Tot slot werd de aangifteverplichting in de vennootschapsbelasting uitgebreid. Betalingen aan entiteiten gevestigd in een niet-coöperatief rechtsgebied opgenomen op de EU-lijst zullen thans ook gerapporteerd moeten worden. Meldt de Belgische vennootschap deze betaling niet of kan zij niet aantonen dat de betaling gebeurde ‘in het kader van werkelijke en oprechte verrichtingen met personen andere dan artificiële constructies’, dan zal deze betaling bovendien in de vennootschapsbelasting niet in aftrek kunnen worden genomen.

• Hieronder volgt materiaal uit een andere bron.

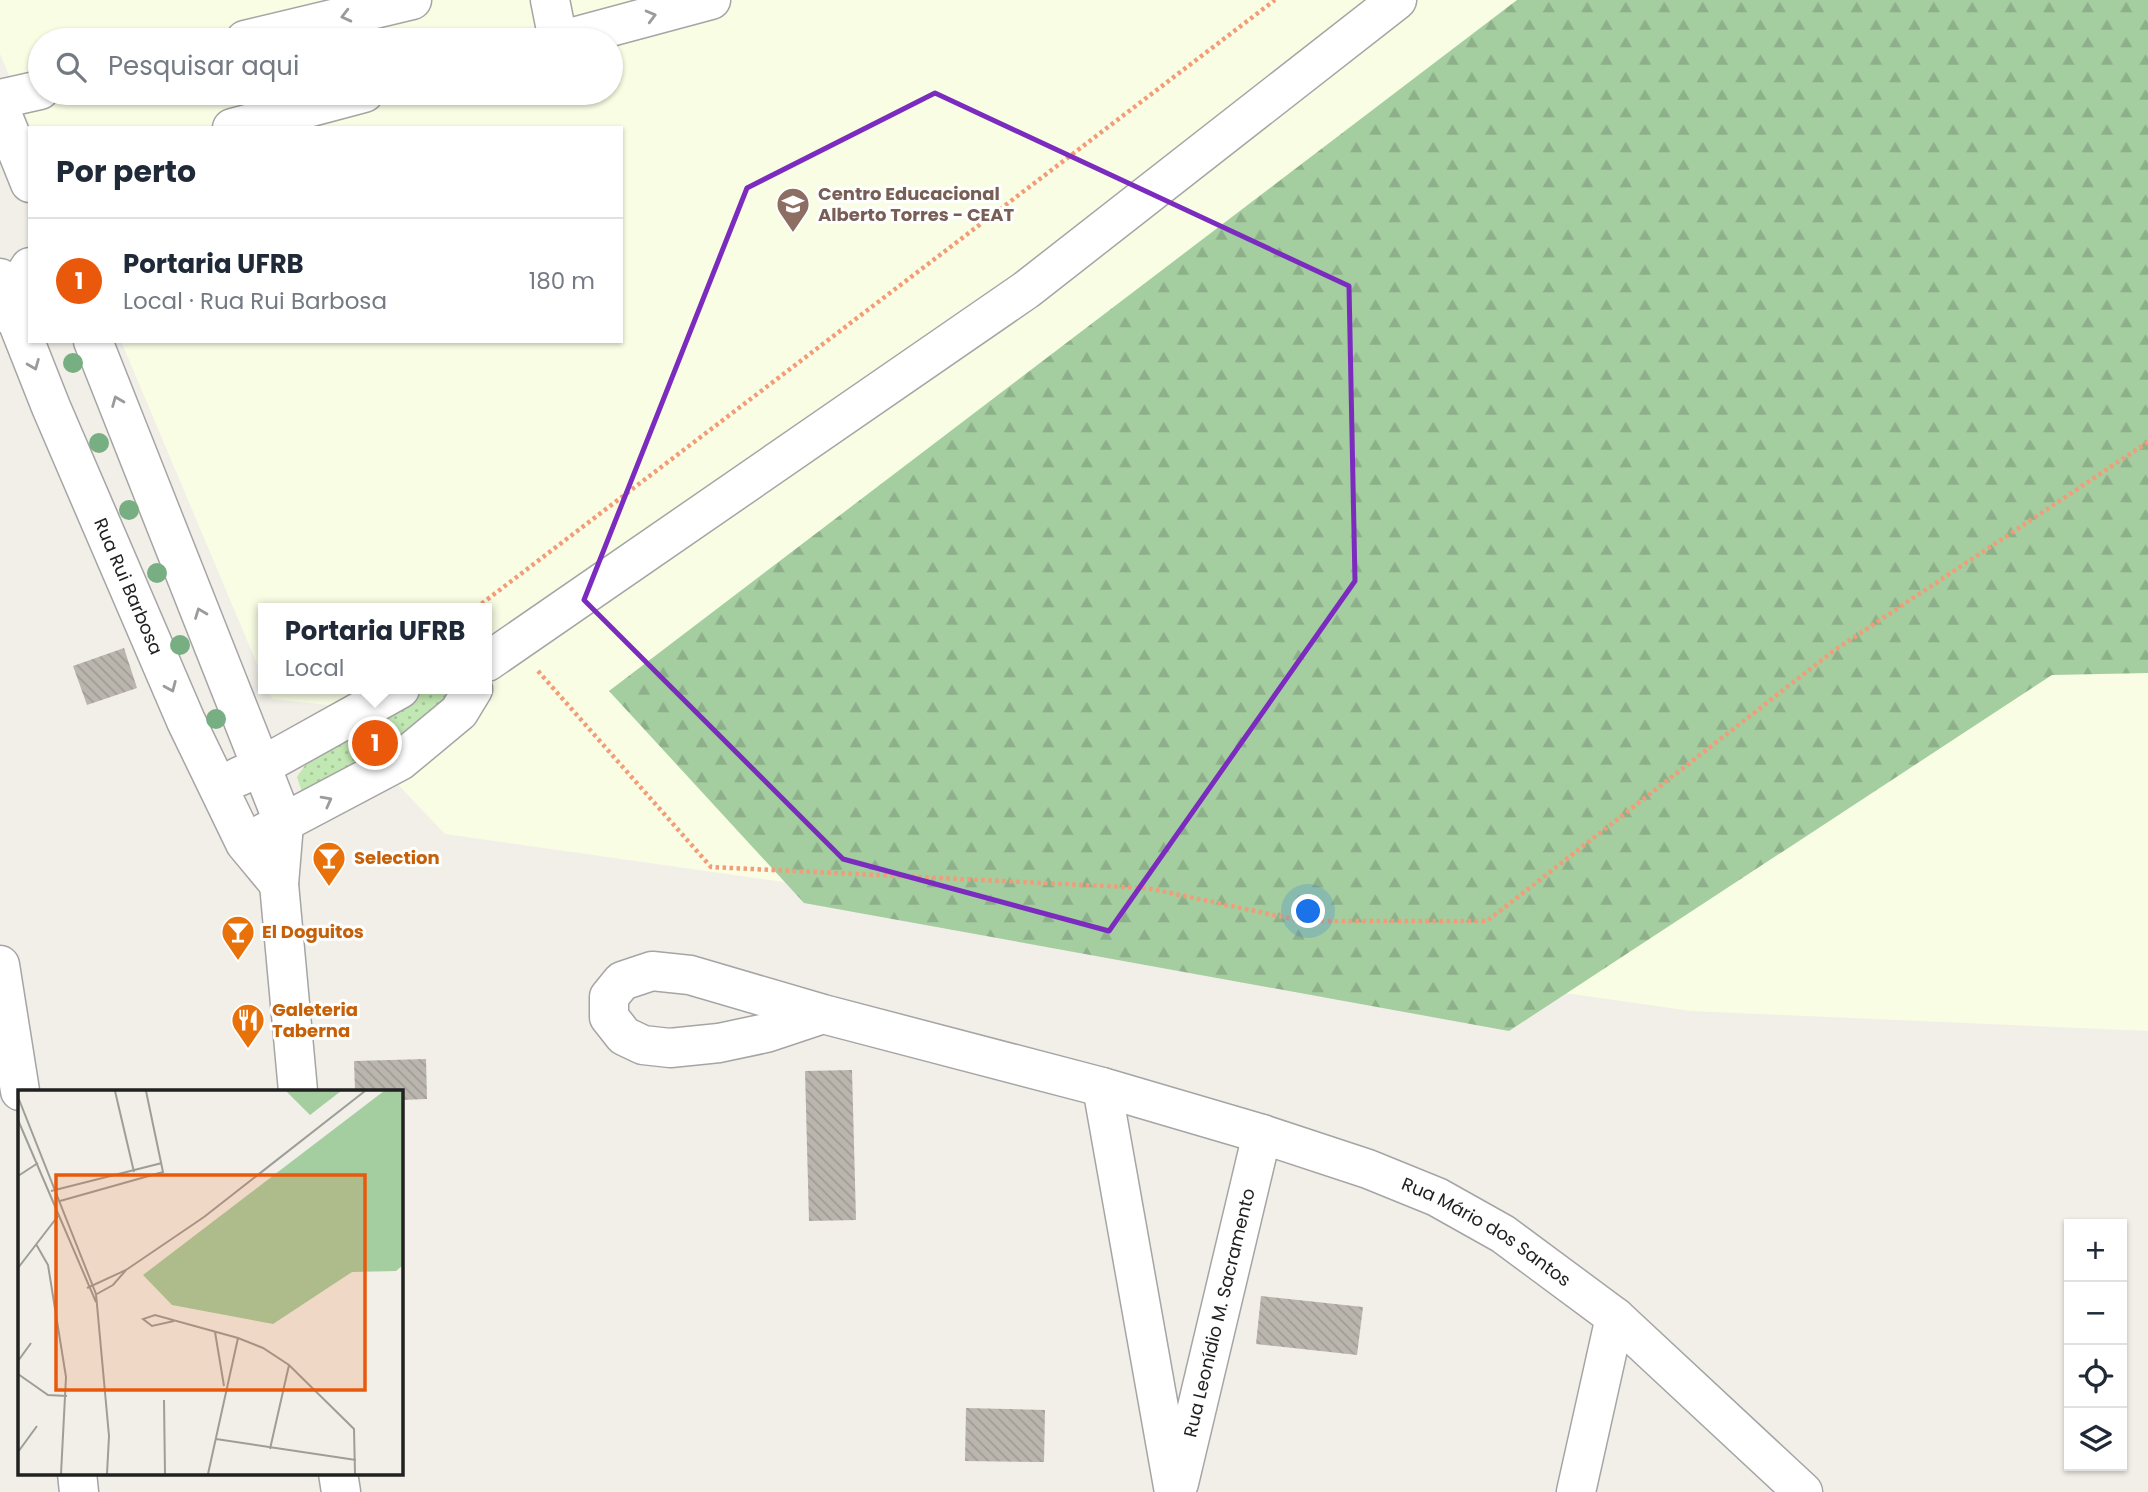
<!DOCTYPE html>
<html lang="pt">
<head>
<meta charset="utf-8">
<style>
	:root { --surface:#fff; --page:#f2f2f3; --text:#1f2937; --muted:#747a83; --line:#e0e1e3; --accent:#ea580c }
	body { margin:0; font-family:Poppins,sans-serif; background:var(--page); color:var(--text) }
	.controls { position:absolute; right:21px; bottom:21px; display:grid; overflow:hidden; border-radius:0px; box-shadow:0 2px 5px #0004 }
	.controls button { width:63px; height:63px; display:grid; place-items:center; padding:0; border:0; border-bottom:2px solid var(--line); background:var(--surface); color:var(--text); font:35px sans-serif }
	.you { position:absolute; left:1309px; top:912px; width:24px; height:24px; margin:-18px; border:5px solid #fff; border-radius:50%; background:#1a73e8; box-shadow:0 0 0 10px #1a73e833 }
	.badge { display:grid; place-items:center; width:46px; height:46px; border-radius:50%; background:var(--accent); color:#fff; font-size:23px; font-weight:700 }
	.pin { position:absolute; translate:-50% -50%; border:4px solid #fff; box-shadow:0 2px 7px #0006 }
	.popup { position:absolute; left:258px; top:603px; width:234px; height:91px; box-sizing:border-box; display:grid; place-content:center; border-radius:0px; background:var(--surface); filter:drop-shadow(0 2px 5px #0005); font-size:23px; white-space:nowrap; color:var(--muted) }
	.popup b { font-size:26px; color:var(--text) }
	.popup::after { content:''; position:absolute; left:50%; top:100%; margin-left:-14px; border:14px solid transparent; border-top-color:var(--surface) }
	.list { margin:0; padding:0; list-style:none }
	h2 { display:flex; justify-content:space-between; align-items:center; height:91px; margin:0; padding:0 28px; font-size:30px }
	h2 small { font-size:23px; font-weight:400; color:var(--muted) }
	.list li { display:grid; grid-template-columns:46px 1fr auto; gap:21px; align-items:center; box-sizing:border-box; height:126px; padding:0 28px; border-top:2px solid var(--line) }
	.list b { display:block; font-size:26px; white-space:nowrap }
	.list p { margin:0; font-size:23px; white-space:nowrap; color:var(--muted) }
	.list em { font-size:23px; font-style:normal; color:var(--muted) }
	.icon { flex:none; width:38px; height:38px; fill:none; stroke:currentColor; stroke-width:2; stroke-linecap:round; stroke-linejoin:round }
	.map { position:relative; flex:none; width:2148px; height:1492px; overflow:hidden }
	.search { position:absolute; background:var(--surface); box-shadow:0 2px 5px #0004; left:28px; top:28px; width:595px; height:77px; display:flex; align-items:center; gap:18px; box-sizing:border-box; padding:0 24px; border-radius:38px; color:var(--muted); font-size:26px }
	.panel { position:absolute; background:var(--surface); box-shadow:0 2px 5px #0004; left:28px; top:126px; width:595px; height:217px; border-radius:0px }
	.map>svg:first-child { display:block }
	.education { fill:#f8fde4; fill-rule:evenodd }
	.grass { fill:url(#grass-dots) }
	.forest { fill:url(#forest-firs) }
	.building { fill:url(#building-back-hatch) }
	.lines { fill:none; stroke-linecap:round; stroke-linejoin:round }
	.minor-casing { stroke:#a5a5a5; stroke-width:41 }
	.path { stroke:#f29d78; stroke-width:4.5; stroke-dasharray:3.5 3.5; stroke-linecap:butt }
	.minor { stroke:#fff; stroke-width:38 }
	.tree { fill:#77af83 }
	.oneway { stroke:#9b9b9b }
	.marked { fill:none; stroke:#7b2cbf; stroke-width:5; stroke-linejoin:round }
	.labels { text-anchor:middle; stroke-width:6; stroke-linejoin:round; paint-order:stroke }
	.education-label { font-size:18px; font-weight:bold; fill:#785e54; stroke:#fff; text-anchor:start }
	.street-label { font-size:18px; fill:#212121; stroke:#fff }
	.food-label { font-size:18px; font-weight:bold; fill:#c56008; stroke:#fff; text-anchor:start }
	.inset-road { fill:none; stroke:#9e9d98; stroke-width:2 }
	.view { fill:#e8590c; fill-opacity:0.15; stroke:#e8590c; stroke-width:3.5 }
	.inset-edge { fill:none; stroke:#212121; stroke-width:3.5 }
</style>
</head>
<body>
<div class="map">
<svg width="2148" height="1492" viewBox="0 0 2148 1492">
	<defs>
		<pattern id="grass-dots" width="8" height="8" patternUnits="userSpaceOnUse" patternTransform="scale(1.75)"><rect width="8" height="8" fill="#c1e7b2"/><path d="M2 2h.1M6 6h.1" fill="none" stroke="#a6c699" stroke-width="1.8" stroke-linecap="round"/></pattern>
		<pattern id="forest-firs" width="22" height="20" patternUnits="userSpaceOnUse" patternTransform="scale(1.75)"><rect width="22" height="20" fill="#a4cda0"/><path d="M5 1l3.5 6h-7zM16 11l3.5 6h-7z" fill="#8db08a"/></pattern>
		<pattern id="building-back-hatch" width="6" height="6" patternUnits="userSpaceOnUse" patternTransform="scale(1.75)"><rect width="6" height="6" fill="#bab6ae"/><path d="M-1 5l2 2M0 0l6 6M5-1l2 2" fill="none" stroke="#a09c95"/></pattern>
	</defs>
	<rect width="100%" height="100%" fill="#f1efe8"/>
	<path class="education" d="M0,0H2148V1031L1691,1011L445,834L385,771L346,707L272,699L268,689H487V608H263V678L121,341H621V128H31L0,54ZM40,40H611V93H40Z"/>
	<path class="grass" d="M426,689H443L448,694L422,731L302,792L297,777L311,757L408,697Z"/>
	<path class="forest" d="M1517,0H2148V673L2052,675L1509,1031L804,903L609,691Z"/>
	<path class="building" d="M124,648L137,688L87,705L73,666Z
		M362,727L391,730L388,760L359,757Z
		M426,1059L427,1099L401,1100V1091H355L354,1061Z
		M852,1070L856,1220L809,1221L805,1071Z
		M1261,1296L1363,1307L1357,1355L1256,1344Z
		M966,1408L1045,1410L1044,1462L965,1461Z"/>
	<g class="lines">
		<defs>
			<g id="minor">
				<path d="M550,0L558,40"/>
				<path d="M245,40L412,0"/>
				<path d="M562,40L711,0"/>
				<path d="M0,99L40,90"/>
				<path d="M0,109L30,183"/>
				<path d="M232,128L364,93"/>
				<path id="s1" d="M0,278L51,407L186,721L245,843L279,884"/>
				<path d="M0,313L30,267"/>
				<path d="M93,341L284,824L279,884L298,1091"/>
				<path d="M487,662L1026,290L1397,0"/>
				<path d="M238,777L260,767L400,689"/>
				<path d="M262,834L400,761L459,712L473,689"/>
				<path d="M0,965L20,1091"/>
				<path id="s2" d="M823,1014L766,1033L719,1043L670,1048L643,1045L624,1036L609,1017V997L622,981L652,971L690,975L823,1014L1102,1087L1262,1134L1368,1169L1437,1197L1503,1234L1615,1317L1803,1492"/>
				<path d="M1102,1087L1174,1492"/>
				<path d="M77,1473L79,1492"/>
				<path d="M338,1473L341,1492"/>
				<path id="s3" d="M1179,1483L1262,1134"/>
				<path d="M1576,1492L1615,1317"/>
			</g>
		</defs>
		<use href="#minor" class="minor-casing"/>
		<path class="path" d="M476,608L1275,0
			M538,671L711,867L1147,888L1302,921H1487L1832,652L2148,442"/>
		<use href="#minor" class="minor"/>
	</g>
	<g class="tree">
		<circle cx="73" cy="363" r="10"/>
		<circle cx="99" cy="443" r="10"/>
		<circle cx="129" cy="510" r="10"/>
		<circle cx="157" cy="573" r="10"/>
		<circle cx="180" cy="645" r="10"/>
		<circle cx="216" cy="719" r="10"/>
	</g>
	<defs><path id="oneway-chevron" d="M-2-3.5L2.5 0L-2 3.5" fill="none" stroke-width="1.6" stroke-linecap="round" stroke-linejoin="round" transform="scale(1.75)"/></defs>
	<g class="oneway">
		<use href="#oneway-chevron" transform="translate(346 16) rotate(166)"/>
		<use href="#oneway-chevron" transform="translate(651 16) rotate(-15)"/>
		<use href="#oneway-chevron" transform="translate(34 365) rotate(68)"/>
		<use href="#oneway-chevron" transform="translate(117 401) rotate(-112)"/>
		<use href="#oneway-chevron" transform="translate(200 613) rotate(-111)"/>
		<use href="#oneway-chevron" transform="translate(171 687) rotate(67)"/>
		<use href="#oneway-chevron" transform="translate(327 801) rotate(-28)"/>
	</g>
	<path class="marked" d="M935,93L1349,286L1355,581L1109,931L843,859L584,600L747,188Z"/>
	<defs>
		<symbol id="school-pin" viewBox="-11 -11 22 30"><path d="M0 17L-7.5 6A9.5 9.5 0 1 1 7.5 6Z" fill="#8d6e63" stroke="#fff"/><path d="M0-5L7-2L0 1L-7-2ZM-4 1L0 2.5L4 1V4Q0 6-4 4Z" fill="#fff"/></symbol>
		<symbol id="bar-pin" viewBox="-11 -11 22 30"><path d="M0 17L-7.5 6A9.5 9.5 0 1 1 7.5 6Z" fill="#e8710a" stroke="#fff"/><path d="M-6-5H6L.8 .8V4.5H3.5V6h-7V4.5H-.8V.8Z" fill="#fff"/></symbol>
		<symbol id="restaurant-pin" viewBox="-11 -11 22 30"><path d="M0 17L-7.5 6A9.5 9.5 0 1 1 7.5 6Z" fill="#e8710a" stroke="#fff"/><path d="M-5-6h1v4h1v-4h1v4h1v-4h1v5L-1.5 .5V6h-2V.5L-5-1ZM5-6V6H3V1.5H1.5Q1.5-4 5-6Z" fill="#fff"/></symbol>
	</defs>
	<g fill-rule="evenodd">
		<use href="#school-pin" x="774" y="185" width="38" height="52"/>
		<use href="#bar-pin" x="310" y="839" width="38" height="52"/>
		<use href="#bar-pin" x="219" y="913" width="38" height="52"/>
		<use href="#restaurant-pin" x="229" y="1001" width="38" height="52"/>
	</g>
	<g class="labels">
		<g class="education-label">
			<text x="818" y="200">Centro Educacional<tspan x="818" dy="21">Alberto Torres - CEAT</tspan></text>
		</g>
		<g class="street-label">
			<text dy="6" stroke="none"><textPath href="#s1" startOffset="334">Rua Rui Barbosa</textPath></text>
			<text dy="6" stroke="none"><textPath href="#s2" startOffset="1180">Rua Mário dos Santos</textPath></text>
			<text dy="6" stroke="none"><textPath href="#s3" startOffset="175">Rua Leonídio M. Sacramento</textPath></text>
		</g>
		<g class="food-label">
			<text x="354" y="864">Selection</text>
			<text x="262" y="938">El Doguitos</text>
			<text x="272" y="1016">Galeteria<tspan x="272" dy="21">Taberna</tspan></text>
		</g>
	</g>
	<g transform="translate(18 1090)">
		<rect width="385" height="385" fill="#f1efe8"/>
		<path d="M268,1H323L292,25ZM366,1H385V175L378,181L334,182L255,234L154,215L125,185Z" fill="#a4cda0"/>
		<path class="inset-road" d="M97,1L116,82M0,7L78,204L91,346L89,384M0,30L78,212M0,86L20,73M33,101L144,73M42,111L145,82L128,1M18,154L30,175L48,287L43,384M0,178L40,126M69,198L108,180L186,127L347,1M77,205L95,195L108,180M156,231L134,236L125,229L137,225L220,248L245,258L271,275L336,339L337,384M197,242L206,296M0,271L13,253M0,284L30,305L49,306M146,310L147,384M198,349L338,370M252,359L271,275M0,362L19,336M190,384L220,248"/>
		<path class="view" d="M38,85H347V300H38Z"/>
		<rect width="385" height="385" class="inset-edge"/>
	</g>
</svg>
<div class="controls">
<button>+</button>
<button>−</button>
<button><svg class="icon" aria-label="locate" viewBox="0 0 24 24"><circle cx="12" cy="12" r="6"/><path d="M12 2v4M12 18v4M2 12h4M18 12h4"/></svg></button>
<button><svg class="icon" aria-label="layers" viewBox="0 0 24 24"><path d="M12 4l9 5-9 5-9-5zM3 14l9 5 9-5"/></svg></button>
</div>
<div class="you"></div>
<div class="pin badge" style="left:375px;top:743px">1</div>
<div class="popup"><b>Portaria UFRB</b>Local</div>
<div class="search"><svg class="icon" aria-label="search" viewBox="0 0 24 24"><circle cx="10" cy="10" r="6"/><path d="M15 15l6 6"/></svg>Pesquisar aqui</div>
<section class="panel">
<h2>Por perto<small></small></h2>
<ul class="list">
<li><span class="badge">1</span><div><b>Portaria UFRB</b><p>Local · Rua Rui Barbosa</p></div><em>180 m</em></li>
</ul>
</section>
</div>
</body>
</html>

Waar de uitbreiding van het toepassingsgebied van de Kaaimantaks en de CFC-regelgeving van toepassing zijn op belastbare tijdperken die vanaf 31 december 2020 werden afgesloten, geldt de aangepaste wetgeving inzake de DBI-aftrek en aangifteverplichtingen slechts ten aanzien van dividenden en betalingen die vanaf 1 januari 2021 zijn toegekend of verricht.
(1) Thans bevat de lijst volgende niet-coöperatieve landen: Amerikaans Samoa, Anguilla, Dominica, Fiji, Guam, Palau, Panama, Samoa, Trinidad en Tobago, Amerikaanse Maagdeneilanden, Vanuatu, Seychellen. (2) Dit wordt vastgesteld overeenkomstig de regels die van toepassing zijn voor het vestigen van de Belgische belasting op de daarmee overeenstemmende inkomsten.